Redfin, the self-proclaimed “next-generation real estate brokerage”, surpassed expectations on Friday as it launched its Initial Public Offering, seeing its share price jump by more than 44 percent on its first day of trading, according to CNBC.
The company’s key differentiator is its high-tech software that allows potential buyers to minutely filter and search potential properties. On the selling end, Redfin allows homeowners to list their homes, find an estimate of its value, and learn what similar homes in the area are selling for, and etc.
Redfin’s IPO has been described as one of the “most eagerly anticipated” this year due to its strong year-over-year revenue growth in the past few years. In addition, most analysts agree that the company has lots of room to continue its growth through continued market expansion and new service offerings.

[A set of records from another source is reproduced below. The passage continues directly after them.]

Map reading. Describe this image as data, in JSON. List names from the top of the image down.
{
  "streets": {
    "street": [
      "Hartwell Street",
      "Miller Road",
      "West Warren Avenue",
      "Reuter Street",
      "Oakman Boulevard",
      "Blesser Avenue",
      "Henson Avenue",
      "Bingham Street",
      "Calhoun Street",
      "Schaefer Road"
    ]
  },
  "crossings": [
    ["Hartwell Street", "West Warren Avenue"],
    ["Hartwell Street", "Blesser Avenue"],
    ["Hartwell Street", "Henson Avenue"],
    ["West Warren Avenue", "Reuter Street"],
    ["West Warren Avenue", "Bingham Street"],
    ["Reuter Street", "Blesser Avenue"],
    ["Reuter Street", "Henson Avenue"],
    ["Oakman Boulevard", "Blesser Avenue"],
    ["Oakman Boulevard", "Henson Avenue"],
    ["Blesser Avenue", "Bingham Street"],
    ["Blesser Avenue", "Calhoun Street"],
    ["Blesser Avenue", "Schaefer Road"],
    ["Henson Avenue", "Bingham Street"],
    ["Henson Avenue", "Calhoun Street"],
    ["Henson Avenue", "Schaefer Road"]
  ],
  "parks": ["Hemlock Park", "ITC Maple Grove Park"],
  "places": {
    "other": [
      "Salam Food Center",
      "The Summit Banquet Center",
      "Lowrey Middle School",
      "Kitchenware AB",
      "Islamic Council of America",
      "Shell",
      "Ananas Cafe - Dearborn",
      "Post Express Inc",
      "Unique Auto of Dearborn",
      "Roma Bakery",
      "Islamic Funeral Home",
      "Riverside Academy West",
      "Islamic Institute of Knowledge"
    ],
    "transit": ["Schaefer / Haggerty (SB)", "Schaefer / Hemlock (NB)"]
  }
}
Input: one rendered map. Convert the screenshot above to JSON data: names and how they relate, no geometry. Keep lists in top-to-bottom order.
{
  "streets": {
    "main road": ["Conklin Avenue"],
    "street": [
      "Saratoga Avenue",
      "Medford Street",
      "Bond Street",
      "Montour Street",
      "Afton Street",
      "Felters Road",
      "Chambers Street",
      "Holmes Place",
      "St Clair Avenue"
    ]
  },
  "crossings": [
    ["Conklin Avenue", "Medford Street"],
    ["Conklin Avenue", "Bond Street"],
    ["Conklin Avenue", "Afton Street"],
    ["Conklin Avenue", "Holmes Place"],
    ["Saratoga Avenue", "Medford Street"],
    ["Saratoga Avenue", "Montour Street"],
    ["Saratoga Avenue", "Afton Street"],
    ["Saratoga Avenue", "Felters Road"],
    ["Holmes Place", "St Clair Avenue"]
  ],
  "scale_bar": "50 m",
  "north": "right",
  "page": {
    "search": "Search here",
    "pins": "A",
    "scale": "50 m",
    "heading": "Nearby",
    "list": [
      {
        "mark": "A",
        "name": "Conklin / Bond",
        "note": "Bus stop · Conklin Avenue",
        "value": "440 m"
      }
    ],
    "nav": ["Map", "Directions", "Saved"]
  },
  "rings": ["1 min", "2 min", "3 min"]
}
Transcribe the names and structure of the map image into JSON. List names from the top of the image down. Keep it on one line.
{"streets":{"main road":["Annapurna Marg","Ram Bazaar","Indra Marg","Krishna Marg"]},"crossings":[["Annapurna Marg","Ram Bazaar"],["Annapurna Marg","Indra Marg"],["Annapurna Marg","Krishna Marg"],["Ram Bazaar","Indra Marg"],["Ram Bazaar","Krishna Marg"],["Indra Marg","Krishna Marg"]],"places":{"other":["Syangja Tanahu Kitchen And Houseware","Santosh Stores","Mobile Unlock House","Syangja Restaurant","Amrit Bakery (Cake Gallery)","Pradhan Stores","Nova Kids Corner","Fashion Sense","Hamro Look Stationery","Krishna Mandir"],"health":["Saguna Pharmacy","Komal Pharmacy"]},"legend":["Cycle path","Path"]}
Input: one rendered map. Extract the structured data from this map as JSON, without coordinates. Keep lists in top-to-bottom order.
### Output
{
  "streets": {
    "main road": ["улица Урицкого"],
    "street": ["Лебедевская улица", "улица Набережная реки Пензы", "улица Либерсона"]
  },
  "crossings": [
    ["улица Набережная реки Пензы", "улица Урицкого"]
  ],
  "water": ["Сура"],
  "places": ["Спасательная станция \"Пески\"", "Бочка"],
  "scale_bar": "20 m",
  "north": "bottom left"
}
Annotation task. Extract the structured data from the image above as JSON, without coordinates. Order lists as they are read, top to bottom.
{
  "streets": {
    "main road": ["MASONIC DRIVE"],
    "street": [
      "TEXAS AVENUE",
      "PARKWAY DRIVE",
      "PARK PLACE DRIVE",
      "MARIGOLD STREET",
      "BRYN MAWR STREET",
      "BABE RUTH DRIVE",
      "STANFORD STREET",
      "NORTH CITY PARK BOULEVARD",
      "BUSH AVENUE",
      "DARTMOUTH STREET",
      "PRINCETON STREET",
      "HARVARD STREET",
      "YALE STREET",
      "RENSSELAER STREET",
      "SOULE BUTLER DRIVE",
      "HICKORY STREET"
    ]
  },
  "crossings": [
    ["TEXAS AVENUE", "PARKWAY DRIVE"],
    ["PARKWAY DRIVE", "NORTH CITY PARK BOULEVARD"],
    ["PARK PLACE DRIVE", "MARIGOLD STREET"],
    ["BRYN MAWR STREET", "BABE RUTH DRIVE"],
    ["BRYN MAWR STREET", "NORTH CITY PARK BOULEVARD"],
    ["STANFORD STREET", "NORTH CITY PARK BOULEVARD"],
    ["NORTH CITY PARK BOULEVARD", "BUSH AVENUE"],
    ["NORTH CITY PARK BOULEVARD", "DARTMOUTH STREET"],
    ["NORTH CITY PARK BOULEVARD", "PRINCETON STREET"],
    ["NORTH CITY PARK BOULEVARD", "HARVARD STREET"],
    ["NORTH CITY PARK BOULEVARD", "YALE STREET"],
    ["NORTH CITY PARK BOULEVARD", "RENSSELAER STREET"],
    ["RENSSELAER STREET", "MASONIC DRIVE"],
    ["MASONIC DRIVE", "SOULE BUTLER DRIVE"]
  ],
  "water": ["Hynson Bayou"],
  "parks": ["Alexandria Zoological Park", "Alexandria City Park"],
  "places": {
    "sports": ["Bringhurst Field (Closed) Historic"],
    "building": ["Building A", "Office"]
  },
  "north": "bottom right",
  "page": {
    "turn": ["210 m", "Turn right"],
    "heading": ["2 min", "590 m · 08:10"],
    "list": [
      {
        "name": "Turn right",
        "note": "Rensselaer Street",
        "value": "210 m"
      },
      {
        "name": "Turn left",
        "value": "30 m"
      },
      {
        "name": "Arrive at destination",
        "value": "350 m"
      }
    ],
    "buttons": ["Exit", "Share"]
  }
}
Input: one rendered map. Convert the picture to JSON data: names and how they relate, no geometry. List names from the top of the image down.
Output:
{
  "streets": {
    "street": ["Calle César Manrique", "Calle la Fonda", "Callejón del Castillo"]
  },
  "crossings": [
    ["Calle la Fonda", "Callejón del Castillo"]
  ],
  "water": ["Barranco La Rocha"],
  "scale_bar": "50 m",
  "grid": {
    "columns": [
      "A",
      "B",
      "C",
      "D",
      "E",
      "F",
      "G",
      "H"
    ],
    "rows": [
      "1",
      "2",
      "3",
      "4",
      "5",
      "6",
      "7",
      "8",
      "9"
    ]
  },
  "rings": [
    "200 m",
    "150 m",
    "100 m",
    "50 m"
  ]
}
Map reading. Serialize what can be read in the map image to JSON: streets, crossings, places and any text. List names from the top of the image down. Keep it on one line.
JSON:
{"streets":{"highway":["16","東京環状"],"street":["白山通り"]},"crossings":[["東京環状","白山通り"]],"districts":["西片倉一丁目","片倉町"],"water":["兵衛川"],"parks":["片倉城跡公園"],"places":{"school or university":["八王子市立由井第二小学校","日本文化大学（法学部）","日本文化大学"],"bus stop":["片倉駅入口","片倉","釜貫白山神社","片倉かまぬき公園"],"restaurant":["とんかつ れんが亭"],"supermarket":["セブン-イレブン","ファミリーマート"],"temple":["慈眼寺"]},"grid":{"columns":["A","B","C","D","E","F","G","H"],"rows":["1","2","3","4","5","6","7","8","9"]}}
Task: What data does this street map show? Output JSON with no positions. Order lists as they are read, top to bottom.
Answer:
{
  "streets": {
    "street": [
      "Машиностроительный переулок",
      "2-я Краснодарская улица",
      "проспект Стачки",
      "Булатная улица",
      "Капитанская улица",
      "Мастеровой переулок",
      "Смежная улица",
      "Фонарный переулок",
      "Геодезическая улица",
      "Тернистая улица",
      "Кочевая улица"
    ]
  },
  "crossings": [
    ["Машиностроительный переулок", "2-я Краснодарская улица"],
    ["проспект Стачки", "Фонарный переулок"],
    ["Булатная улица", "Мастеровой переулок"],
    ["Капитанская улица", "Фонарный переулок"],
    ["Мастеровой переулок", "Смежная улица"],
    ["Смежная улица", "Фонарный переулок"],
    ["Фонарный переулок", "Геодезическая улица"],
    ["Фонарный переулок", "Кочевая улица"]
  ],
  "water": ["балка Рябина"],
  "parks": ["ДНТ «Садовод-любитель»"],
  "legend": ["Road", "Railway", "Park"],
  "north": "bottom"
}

Redfin debuted Friday on the Nasdaq under the ticker “RDFN.” Shares of Redfin went public on Friday in a $138.5 million IPO. Stock was offered at $15 a share, which is higher than the expected price range of $12 to $14 each.
Redfin’s revenue in 2016 grew 43 percent to $267.2 million. The brokerage’s net loss narrowed to $22.5 million; it had been $30.2 million previously.
“Our big project is to combine all the things we’re doing online with all the things we’re doing offline,” Redfin’s CEO Glenn Kelman told CNBC. “The real point of attack is when they’re looking at a house on their mobile phone and want to see it right away, how the agent is getting people into properties faster. That’s another big change that’s happened in the market is that it just moves so much more quickly, and some of it is a competitive dynamic—some of it is, now the phone buzzes and new listings sell in hours, not days. We have to move that much faster.”